TASK BRIEF ▸
The answer is every line of the records that holds the word "buttons", copied in full.

SUPPLIED ENTRIES ▸

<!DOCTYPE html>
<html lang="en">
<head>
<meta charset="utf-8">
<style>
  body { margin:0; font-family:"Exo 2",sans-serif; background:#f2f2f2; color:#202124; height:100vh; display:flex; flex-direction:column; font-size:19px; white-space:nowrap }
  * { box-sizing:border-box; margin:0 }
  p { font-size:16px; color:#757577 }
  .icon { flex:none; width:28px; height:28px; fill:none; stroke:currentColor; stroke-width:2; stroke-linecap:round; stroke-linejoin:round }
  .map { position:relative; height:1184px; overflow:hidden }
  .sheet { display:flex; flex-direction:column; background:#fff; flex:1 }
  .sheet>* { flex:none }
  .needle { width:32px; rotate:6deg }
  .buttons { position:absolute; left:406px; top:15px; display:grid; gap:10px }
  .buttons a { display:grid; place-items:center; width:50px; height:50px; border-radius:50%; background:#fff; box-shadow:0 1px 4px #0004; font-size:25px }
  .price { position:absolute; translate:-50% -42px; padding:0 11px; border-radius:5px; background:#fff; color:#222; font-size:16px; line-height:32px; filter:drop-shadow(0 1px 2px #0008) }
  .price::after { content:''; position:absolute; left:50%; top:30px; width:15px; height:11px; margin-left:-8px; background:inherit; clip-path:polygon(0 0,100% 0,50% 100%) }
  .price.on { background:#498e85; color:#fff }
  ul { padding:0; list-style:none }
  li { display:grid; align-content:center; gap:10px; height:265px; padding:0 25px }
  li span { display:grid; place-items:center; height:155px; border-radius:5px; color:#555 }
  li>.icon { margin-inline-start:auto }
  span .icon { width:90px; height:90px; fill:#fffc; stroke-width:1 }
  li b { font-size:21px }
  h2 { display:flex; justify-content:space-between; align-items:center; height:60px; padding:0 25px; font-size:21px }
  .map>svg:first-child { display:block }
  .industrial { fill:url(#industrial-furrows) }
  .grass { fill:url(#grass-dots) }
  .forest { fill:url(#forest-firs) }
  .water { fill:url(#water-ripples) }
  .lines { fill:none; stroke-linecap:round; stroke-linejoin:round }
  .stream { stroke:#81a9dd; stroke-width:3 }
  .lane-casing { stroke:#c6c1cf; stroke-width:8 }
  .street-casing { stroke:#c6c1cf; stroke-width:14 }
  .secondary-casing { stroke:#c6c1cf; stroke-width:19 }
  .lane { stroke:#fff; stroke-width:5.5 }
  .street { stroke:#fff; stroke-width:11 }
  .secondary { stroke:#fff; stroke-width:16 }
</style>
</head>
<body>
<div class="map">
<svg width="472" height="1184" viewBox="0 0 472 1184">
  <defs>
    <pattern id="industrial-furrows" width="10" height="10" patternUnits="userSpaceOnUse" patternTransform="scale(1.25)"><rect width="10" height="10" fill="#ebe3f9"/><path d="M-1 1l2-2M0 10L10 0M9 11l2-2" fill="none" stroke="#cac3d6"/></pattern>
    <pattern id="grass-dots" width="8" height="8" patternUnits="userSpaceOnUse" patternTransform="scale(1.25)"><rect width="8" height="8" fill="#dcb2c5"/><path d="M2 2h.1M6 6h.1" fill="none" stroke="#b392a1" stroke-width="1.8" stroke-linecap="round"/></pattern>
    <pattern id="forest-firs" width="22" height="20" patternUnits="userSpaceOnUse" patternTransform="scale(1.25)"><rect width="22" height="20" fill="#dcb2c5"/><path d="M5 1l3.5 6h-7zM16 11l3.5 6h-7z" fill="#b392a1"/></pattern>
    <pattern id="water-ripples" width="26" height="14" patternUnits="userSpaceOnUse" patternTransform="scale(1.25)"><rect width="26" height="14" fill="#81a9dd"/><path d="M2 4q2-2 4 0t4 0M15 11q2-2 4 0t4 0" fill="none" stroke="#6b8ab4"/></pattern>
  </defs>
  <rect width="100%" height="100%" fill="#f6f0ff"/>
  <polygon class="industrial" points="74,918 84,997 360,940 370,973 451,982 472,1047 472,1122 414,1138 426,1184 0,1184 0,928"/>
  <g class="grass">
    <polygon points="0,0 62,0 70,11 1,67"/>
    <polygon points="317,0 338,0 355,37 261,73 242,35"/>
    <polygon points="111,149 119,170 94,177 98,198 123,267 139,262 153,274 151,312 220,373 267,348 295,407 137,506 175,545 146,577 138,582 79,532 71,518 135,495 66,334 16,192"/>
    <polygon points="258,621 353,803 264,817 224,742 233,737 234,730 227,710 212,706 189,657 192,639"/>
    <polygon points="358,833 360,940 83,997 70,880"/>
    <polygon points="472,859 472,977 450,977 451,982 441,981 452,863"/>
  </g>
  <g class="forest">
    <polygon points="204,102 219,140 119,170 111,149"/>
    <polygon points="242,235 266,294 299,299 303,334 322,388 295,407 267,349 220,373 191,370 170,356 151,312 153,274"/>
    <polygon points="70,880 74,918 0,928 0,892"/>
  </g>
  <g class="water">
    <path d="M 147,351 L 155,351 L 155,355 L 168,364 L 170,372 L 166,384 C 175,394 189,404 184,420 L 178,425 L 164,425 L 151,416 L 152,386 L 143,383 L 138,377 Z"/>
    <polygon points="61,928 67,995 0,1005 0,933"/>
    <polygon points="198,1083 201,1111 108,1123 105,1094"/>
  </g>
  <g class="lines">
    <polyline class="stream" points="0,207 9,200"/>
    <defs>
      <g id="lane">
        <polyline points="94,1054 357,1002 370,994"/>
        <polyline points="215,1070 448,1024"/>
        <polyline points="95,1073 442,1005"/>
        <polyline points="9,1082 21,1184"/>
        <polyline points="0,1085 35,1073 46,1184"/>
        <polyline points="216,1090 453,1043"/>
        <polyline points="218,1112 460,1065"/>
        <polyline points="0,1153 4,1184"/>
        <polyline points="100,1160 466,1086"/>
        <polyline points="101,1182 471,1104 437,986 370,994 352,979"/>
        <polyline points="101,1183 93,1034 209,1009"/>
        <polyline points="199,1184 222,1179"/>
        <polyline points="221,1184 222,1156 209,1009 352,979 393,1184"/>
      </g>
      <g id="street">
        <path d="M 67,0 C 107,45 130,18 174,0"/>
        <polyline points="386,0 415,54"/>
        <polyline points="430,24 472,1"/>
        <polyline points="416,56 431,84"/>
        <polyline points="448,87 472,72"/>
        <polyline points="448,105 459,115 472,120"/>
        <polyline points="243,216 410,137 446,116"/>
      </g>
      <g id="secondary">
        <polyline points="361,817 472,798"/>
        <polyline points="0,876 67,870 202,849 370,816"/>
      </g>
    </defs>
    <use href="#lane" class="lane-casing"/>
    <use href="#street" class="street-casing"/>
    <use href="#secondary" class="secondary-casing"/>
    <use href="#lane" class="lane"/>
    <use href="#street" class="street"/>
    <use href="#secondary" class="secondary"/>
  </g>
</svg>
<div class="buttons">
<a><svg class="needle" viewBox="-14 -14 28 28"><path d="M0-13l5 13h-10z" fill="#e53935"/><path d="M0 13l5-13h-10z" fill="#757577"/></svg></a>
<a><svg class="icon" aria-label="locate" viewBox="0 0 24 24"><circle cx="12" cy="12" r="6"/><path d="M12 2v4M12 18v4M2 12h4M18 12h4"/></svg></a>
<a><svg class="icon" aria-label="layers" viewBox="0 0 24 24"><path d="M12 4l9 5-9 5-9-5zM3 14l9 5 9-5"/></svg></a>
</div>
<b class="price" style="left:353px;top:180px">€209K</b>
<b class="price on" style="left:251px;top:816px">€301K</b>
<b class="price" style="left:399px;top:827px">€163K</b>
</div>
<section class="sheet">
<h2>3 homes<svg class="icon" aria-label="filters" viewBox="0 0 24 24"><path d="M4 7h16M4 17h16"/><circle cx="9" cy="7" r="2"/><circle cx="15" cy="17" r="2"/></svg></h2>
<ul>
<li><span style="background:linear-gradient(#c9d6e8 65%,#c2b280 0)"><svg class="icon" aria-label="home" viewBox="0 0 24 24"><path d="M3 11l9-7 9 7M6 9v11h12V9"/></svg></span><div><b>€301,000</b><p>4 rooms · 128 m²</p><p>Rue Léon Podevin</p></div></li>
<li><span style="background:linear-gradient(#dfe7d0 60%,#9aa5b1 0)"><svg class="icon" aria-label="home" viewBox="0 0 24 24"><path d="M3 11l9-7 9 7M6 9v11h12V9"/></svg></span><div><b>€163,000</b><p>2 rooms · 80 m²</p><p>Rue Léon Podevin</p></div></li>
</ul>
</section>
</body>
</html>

RESULT FOR THIS EXERCISE ▸
  .buttons { position:absolute; left:406px; top:15px; display:grid; gap:10px }
  .buttons a { display:grid; place-items:center; width:50px; height:50px; border-radius:50%; background:#fff; box-shadow:0 1px 4px #0004; font-size:25px }
<div class="buttons">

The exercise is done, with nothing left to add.